Part 1-Cost logger (60 min)¶

# src/triage/cost.py
PRICING = {
    "claude-opus-4-7": {
        "input": 15.0,    # per 1M tokens
        "cache_write": 18.75,
        "cache_read": 1.5,
        "output": 75.0,
    },
}

def compute_cost(usage, model: str) -> float:
    p = PRICING[model]
    return (
        usage.input_tokens          * p["input"] / 1e6
      + usage.cache_creation_input_tokens * p["cache_write"] / 1e6
      + usage.cache_read_input_tokens     * p["cache_read"]  / 1e6
      + usage.output_tokens         * p["output"] / 1e6
    )

# Aggregate over a session
class CostTracker:
    def __init__(self):
        self.total = 0.0
        self.calls = []
    def record(self, usage, model: str):
        c = compute_cost(usage, model)
        self.calls.append({"model": model, "cost": c, "usage": usage})
        self.total += c
    def report(self):
        return {"total_usd": self.total, "n_calls": len(self.calls), ...}

Plumb through every LLM call.

Part 2-Latency measurement (45 min)¶

For each call, capture: - time_to_first_token (TTFT)-useful for streaming UX. - total_latency_ms. - tokens_per_second.

import time

start = time.time()
first_token_at = None
async for chunk in stream:
    if first_token_at is None:
        first_token_at = time.time()
    ...
end = time.time()
ttft_ms = (first_token_at - start) * 1000
total_ms = (end - start) * 1000

Aggregate p50, p95 over a batch of calls.

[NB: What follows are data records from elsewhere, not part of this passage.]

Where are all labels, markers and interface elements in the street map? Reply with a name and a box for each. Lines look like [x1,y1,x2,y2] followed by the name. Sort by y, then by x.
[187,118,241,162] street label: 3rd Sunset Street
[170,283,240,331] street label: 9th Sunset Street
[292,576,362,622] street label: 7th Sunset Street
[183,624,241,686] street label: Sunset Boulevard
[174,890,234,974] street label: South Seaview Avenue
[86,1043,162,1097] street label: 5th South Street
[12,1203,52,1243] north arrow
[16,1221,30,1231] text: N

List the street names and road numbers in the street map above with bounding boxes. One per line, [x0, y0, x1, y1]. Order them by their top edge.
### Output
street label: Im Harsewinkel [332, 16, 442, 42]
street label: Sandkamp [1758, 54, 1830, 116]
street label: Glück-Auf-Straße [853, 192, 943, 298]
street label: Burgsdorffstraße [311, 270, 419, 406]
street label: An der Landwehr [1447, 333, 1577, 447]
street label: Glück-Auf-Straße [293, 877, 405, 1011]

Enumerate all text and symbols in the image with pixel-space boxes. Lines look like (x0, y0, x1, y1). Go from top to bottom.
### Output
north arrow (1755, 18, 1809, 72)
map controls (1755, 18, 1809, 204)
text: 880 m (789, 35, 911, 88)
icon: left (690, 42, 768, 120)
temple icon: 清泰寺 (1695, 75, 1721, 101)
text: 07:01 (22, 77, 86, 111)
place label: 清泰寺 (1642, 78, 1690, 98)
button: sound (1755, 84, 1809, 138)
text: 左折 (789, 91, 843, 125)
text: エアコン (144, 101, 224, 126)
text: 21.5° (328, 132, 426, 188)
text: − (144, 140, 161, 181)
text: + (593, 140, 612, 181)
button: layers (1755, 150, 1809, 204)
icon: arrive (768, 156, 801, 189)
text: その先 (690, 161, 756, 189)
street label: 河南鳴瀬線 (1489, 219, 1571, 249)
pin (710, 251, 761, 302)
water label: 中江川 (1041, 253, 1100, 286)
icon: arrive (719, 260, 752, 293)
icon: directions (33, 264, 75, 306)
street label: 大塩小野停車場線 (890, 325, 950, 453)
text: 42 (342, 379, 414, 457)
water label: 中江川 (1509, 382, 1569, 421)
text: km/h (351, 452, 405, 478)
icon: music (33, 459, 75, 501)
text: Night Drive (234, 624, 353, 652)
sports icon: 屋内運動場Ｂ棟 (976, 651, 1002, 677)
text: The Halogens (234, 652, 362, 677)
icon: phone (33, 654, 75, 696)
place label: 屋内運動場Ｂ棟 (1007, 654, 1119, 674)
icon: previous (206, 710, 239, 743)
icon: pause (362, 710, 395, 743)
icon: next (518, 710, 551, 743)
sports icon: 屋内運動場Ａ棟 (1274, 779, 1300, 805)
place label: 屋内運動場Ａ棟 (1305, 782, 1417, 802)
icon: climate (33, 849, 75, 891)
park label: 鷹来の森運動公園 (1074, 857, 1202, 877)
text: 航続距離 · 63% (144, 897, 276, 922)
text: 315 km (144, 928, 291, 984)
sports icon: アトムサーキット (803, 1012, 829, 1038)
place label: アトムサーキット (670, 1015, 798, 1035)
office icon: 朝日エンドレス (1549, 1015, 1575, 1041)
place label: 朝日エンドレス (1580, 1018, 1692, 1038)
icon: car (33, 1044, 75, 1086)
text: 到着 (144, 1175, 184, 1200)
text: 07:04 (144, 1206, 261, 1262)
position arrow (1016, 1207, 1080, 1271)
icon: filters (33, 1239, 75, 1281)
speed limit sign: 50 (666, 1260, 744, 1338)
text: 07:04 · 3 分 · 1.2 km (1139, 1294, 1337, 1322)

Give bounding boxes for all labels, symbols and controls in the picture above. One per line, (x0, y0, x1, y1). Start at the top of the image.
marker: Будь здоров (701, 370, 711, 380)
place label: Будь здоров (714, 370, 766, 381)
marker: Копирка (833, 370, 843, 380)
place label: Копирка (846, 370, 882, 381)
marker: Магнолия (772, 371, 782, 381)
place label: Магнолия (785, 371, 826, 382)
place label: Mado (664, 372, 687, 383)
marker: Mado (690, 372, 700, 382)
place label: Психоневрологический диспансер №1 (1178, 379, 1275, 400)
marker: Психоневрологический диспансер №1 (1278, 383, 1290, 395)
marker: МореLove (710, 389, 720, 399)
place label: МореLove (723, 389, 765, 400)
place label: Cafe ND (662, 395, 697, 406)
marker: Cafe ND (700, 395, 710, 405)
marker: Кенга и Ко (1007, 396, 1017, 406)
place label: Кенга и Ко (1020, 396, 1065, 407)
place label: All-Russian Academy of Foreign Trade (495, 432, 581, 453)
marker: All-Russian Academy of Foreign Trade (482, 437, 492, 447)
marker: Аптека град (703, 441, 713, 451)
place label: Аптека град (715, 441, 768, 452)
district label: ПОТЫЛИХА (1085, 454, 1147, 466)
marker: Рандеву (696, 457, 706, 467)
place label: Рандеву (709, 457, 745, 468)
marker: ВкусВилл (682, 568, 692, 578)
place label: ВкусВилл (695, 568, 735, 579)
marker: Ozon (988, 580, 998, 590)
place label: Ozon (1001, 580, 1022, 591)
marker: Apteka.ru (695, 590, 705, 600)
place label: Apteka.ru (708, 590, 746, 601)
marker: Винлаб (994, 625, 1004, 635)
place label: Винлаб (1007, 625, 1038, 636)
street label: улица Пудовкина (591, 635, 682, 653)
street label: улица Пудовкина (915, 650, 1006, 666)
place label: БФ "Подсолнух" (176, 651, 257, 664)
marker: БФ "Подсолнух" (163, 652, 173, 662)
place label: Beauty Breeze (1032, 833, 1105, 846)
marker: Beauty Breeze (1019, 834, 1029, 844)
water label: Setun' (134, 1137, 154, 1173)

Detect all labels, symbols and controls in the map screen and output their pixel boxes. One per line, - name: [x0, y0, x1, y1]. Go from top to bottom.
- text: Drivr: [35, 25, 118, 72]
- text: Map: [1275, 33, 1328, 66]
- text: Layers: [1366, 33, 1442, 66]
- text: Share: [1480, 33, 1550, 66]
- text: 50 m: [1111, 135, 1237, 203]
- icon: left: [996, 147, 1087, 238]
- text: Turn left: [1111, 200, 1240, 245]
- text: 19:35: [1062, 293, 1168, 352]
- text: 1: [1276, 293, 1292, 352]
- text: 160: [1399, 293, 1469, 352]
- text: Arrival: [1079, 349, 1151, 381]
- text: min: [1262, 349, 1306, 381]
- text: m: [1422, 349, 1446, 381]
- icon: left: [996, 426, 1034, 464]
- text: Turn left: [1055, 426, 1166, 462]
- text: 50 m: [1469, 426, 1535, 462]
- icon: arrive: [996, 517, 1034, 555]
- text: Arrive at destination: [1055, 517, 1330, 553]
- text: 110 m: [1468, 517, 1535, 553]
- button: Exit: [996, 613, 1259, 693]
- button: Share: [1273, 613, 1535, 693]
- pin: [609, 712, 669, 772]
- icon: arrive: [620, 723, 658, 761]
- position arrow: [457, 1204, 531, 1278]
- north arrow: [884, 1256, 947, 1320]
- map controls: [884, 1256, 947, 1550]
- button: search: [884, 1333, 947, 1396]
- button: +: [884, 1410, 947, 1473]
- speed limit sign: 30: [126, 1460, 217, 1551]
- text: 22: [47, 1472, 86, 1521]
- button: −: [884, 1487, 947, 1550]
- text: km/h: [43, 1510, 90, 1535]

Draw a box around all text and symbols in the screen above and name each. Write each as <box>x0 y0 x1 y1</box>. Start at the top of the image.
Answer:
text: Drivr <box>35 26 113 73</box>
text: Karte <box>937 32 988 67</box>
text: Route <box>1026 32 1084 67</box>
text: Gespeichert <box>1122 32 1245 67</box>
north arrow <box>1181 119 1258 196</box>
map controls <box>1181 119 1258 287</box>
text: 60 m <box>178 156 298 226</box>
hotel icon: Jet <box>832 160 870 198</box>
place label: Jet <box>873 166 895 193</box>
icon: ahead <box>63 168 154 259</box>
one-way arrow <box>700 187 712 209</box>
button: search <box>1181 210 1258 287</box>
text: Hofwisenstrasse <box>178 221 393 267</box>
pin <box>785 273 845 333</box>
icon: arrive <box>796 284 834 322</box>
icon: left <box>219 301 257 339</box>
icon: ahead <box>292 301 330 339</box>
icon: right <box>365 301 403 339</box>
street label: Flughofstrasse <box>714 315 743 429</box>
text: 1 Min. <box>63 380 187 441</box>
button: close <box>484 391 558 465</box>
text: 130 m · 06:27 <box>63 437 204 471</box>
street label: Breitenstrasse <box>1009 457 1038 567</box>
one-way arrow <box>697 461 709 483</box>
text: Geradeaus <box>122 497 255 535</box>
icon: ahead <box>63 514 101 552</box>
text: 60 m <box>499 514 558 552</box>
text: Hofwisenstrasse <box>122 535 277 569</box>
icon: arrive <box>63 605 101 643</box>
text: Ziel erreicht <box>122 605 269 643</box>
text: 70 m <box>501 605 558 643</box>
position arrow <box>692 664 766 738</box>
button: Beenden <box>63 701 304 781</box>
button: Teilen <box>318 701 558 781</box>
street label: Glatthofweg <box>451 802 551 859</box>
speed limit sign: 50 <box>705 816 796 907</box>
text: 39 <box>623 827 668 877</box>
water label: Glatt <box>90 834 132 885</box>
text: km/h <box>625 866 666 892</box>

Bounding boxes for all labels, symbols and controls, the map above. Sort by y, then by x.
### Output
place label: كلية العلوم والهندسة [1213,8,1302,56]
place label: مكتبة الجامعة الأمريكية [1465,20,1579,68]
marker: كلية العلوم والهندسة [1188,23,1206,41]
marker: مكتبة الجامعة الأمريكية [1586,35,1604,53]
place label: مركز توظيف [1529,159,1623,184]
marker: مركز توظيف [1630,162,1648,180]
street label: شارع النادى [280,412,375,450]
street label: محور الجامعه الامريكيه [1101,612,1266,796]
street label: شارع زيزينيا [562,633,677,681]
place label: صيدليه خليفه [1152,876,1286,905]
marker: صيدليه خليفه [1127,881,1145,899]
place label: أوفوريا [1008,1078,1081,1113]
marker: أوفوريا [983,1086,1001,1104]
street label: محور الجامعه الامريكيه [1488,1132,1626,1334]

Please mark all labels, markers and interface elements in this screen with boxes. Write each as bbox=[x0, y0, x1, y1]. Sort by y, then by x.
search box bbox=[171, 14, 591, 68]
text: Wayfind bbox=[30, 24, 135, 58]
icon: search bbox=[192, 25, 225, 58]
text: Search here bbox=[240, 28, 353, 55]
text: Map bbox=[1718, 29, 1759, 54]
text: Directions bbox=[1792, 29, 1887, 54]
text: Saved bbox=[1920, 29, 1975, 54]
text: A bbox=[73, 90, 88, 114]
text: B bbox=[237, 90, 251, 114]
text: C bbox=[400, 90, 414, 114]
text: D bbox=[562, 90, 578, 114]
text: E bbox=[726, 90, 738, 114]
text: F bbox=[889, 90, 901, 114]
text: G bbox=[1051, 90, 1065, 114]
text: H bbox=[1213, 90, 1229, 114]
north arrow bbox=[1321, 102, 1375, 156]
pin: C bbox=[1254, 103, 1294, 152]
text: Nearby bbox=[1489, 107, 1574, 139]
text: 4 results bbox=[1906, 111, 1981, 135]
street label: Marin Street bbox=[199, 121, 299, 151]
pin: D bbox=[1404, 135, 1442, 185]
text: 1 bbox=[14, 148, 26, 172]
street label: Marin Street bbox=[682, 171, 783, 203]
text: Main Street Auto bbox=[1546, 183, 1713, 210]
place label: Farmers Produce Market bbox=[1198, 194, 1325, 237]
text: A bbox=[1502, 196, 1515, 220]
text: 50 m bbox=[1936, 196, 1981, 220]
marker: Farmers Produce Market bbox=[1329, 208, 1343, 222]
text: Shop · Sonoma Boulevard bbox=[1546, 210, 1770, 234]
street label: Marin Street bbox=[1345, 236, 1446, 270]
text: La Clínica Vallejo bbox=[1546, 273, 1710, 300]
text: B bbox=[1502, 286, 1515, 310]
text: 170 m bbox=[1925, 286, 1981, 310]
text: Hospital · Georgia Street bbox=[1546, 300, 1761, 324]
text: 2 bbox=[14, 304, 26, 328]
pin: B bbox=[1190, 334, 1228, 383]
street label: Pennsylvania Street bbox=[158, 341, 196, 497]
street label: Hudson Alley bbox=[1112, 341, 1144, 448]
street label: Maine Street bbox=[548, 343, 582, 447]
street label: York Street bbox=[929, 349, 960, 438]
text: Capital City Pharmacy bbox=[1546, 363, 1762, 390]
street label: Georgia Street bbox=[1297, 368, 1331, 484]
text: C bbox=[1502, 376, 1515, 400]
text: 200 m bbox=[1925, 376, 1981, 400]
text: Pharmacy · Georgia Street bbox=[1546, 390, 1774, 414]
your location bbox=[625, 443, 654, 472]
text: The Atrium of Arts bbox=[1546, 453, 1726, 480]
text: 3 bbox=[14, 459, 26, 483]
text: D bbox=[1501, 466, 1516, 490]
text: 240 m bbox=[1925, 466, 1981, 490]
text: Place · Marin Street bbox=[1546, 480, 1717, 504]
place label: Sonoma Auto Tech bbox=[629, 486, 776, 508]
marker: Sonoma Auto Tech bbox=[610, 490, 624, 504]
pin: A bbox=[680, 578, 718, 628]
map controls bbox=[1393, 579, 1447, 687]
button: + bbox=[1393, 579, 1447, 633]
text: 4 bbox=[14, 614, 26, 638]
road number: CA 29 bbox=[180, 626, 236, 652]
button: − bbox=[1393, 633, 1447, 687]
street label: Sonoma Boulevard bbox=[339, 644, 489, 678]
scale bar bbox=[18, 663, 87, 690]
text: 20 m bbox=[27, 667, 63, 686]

Part 3-README performance section (45 min)¶

Update README with a "Cost & Performance" section:

## Cost & Performance (10-incident batch, claude-opus-4-7, with caching)

| Metric | Value |
|---|---|
| Avg cost per incident | $0.018 |
| p50 TTFT | 870 ms |
| p95 TTFT | 1240 ms |
| Cache hit rate | 92% (warmed) |
| Avg input tokens | 4200 |
| Avg output tokens | 380 |

Numbers will change next week (when you add evals and refine prompts), but the discipline of publishing real numbers starts now.

Push to v0.2.0.

Output of Session C¶

Cost tracker integrated.
Latency metrics captured.
README with Performance section.

End-of-week artifact¶

3-tool tool use loop with multi-step reasoning observed
Streaming working end-to-end
Prompt cache hit rate >70% on warmed calls
Cost dashboard with per-call breakdown
v0.2.0 tagged

End-of-week self-assessment¶

I can write a tool-use loop from a blank file.
I can explain prompt caching mechanics.
I can quote my project's $/interaction without checking notes.

Common failure modes for this week¶

Tools too vague. "search" instead of "search_logs(service, query, time_range)". Specific tools win.
Caching skipped because "premature optimization." It isn't. It's table-stakes for production cost.
Cost numbers as approximations. Track real usage. Numbers compound to user trust.

What's next (preview of M04-W03)¶

Eval foundations. Build a 50-example golden set. Set up heuristic checks + LLM-as-judge. Validate your judge against human labels. This is the discipline that defines your Q3 specialty.